Sakai Masahisa, (坂井 正尚) also known as Masashige, was a warrior mentioned numerous times in the famed Shincho Koki, the Chronicles of Oda Nobunaga, where he appears recorded as Sakai Udon, and recognised on his death as “A single man of great ability, whose fame is unparalleled,"
Sakai Masahisa’s early life is unknown, and while his actual date of birth is unknown, it is believed he was born in either present-day Gakuden Village of modern day Aichi Prefecture, although the old records, the Goyuden no Kami no Nikki mentions he was originally from Mino, Gifu Prefecture. As Sakai Masahisa was thought to have been a retainer of the Saito clan of Mino before entering the services of Oda Nobunaga on the destruction of the Saito, the Mino origins theory is currently favoured.
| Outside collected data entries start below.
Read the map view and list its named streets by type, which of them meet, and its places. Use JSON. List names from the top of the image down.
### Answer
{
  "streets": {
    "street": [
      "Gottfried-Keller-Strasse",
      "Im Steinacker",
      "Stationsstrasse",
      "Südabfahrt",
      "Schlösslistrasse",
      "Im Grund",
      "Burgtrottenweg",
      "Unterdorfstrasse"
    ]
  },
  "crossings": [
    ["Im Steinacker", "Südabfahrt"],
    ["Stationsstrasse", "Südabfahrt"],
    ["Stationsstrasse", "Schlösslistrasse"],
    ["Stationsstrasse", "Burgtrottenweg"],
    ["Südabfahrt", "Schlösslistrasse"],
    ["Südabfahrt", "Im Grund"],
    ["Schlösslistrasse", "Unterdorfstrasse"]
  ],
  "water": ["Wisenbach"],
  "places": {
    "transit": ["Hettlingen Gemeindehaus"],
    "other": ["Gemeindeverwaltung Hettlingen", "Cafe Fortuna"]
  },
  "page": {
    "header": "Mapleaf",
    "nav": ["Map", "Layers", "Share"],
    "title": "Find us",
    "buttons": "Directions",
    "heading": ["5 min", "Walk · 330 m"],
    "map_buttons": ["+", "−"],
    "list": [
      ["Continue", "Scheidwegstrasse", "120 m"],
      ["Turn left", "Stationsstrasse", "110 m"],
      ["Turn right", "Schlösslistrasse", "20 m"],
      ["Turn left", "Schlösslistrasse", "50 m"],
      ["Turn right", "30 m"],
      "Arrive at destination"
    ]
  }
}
There were other retainers within Nobunaga’s ranks with the family name of Sakai, such as Sakai Daizennosuke, a chief retainer of the Kiyosu Oda clan, and Sakai Toshisada, a magistrate of the Oda clan, and it has been speculated that they may have been somehow related, but these relationships are unclear.
Sakai Masahisa’s name first appears in the Shincho Koki alongside that of the illustrious Shibata Katsuie, Mori Yoshinari, Hachiya Yoritaka and Hosokawa Fujitaka in the September 1568 entry when the Oda army stormed Iwanari Tomomichi’s Shoryu-ji Castle in Kyoto. At that time, Sakai's unit took more than 50 enemy heads.
Again he was mentioned for his prowess in the entry regarding the late August 1569 Invasion of Ise and the violent fighting in the attack on Okawachi Castle, where he was deployed with six other Oda generals, including Saito Toshiharu, Hachiya Yoritaka, Nakajo Ietada, and Isono Kazumasa, as a part of the main attack from the north.
In the spring of 1570, he participated in the attacks on Echizen, where Sakai’s exploits gained him even further mentions. Two months later, while Nobunaga attacked his brother-in-law, Azai Nagamasa, Sakai Masahisa, along with Mori Kanenari, Saito Toshiharu, Ichihashi Nagatoshi, Tsukamoto Kodaizen, Sato Hidekata, Fuwa Mitsuharu, and Maruke Nagateru, attacked Hibariyama at the foot of Odani Castle. As the castle began to fall, Sakai ordered his troops hasten the process by ordering the extensive castle town within the valley be burned down.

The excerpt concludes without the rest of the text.